I was also determined to make sure that editors would not go into the day “cold” so I proposed a series of sessions leading up to the editathon where we could spread the message about Wikipedia, teach the basics of editing and try to mitigate the steep learning curve of polices, conventions and conflicts that acts as such a huge barrier to becoming a Wikipedia editor. The first result was a launch day where I gave a presentation to interested staff at Knutsford and a video was made to advertise the event. This was followed by an in-person training session where I took about a dozen staff through a training session on basic editing.
It soon became apparent that the idea had taken off and a lot of interest was growing in Singapore, India, Lithuania and the USA and I wanted to encourage as many sites as possible to become self-sufficient, so finding active Wikimedians locally was sensible. Jon Davies knew a contact in India, Pranav Curumsey, and I put Arun and the Barclays team in India in contact with him. It took a little bit longer for the States, but Asaf Bartov at WMF suggested the NYC Chapter, and Newyorkbrad put me in contact with Richard Knipfel, who was able to liaise with Miles Dolphin at Barclays in NY.
Barclays uses WebEx for conferencing, and it was suggested I might like to use it to do training sessions for the far-flung new editors.
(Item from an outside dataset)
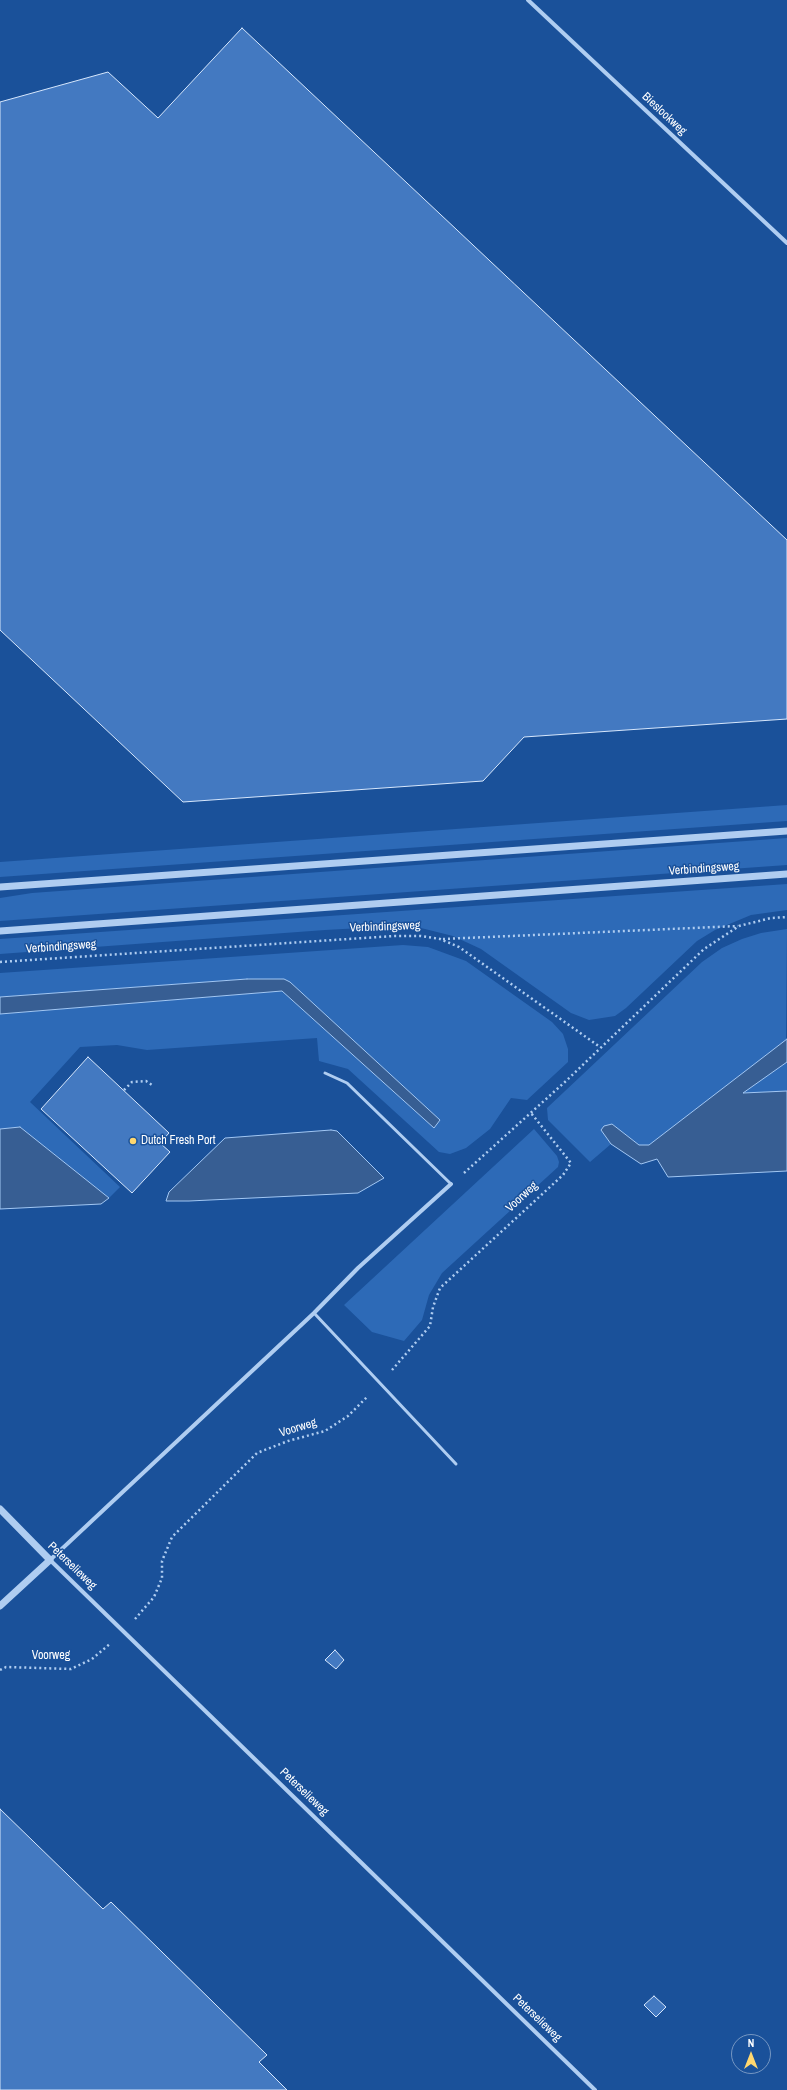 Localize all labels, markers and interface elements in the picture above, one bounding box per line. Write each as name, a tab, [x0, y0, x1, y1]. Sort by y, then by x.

I miss the feedback I would get from face-to-face training, but it seemed an interesting challenge. So sitting at home at 9 am in the morning. I connected via video and audio links to about sixty potential editors from Singapore and India and shared my browser with them. An hour later, I was reasonably confident that I’d managed to get across the main points of basic editing. Later that same day I repeated the exercise for around 40 participants from Lithuania and the East coast of the USA. By the time of the editathon, I’d done eight of those sessions covering ‘basic editing’, ‘more advanced topics’, and ‘what to write on Wikipedia’.
On the day, the preparation paid off. Harry Mitchell and Dan Haigh joined us for the event at the Barclays Technology Centre Radbooke, near Knutsford, and worked all day giving advice and encouragement to the new editors there. Around the world we had had 460 registrations of interest; around half of them showed up and edited on the day. There were 472 “saves” and 378 articles edited or created across 18 different language Wikipedias from 12 different Barclays sites. The topics edited ranged from ABBA to Zeng Jenlian.
I’d like to express my thanks to everyone who made the day a success. I’m convinced that the format works and that Wikimedia can forge links with commercial entities with the right sort of benefits for each. I’m now looking forward to a follow-up event at Barclays sometime soon.